Mother’s Day Love @ Refugee Women’s Centre
Recent Volunteers at the RWC, Paddy gathers thoughts and reflections on motherhood, mothering and displacement. Drawing words from poignant poems, from experience and of course from women who are also Mothers. It is a day to reflect, celebrate and give thanks to Mothers & the act of Mothering that happens in many forms. The images are from a card making workshop in anticipation of Mother's Day hosted in the sports hall in Grande-Synthe, which is currently sheltering families.

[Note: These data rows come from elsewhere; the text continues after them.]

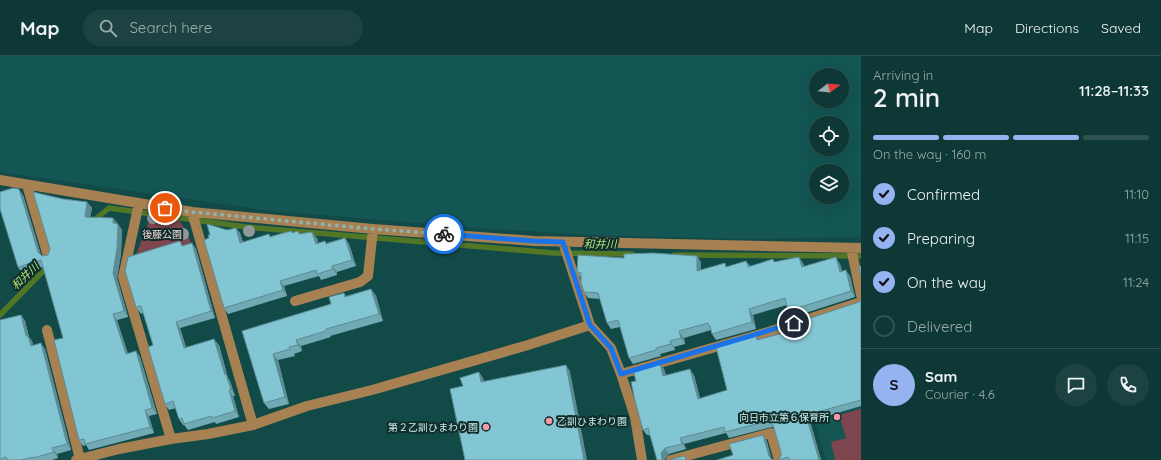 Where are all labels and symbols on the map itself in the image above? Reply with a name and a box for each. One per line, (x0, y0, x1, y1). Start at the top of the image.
north arrow (809, 68, 849, 108)
pin (148, 191, 182, 225)
courier (424, 214, 464, 254)
park label: 後藤公園 (142, 228, 182, 241)
water label: 和井川 (584, 237, 617, 251)
water label: 和井川 (8, 259, 42, 292)
pin (777, 306, 811, 340)
place label: 向日市立第６保育所 (739, 411, 829, 424)
marker: 向日市立第６保育所 (832, 412, 842, 422)
place label: 乙訓ひまわり園 (557, 415, 627, 428)
marker: 乙訓ひまわり園 (544, 416, 554, 426)
place label: 第２乙訓ひまわり園 (388, 421, 478, 434)
marker: 第２乙訓ひまわり園 (481, 422, 491, 432) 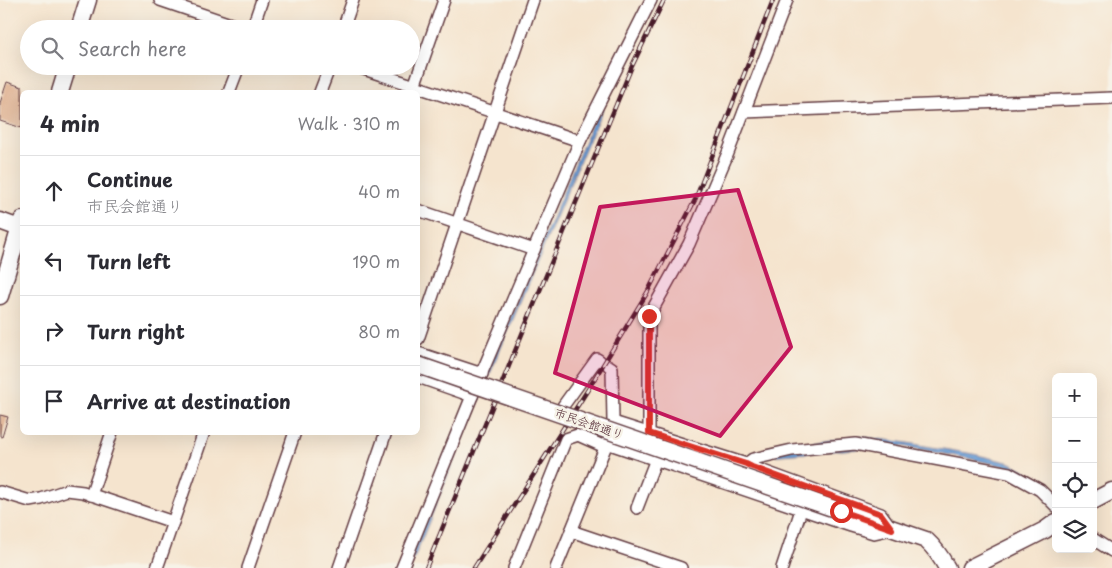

So how dare you mock your mother when she opens her mouth and broken English spills out. Her accent is thick like honey, hold it with your life, it's the only thing she has left from home. Don't stomp on that richness, instead hang it up on the walls of museums next to Dali and Van Gogh Her life is brilliant and tragic. Kiss the side of her tender cheek. She already knows what it sounds like to have an entire nation laugh when she speaks. She's more than our punctuation and language. We might be able to take pictures and write stories, but she made an entire world for herself. How's that for art
(Excerpt from rupi kaur’s ‘broken english’ in ‘the sun and her flowers’, 2017 )
Mother’s Day isn’t celebrated by everybody but for those that do it is seen as a day to celebrate the role of mothers in the family and in society. While progress is being made as to what that role should be and it is more recognised that ‘women’ is not synonymous with ‘mother’, there’s no denying that some women being mothers is essential and that it’s necessity spans the globe. Even in my own childless-by-choice home, whole worlds of motherhood live. The modest bookcase holds memories and reflections and stories and images of it without any conscious effort to collect; some painful, some joyful, some complex, some simple, some harrowing, some comforting, some telling stories of what it means to be somewhere else.
We came from our own country in a red room
which fell through the fields, our mother singing
our father’s name to the turn of the wheels.
My brothers cried, one of them bawling, Home,
Home, as the miles rushed back to the city,
the street, the house, the vacant rooms
where we didn’t live any more. I stared
at the eyes of a blind toy, holding its paw
( Excerpt from Carol Ann Duffy’s ‘Originally’ in ‘new selected poems 1984-2004’, 2004, p.65. )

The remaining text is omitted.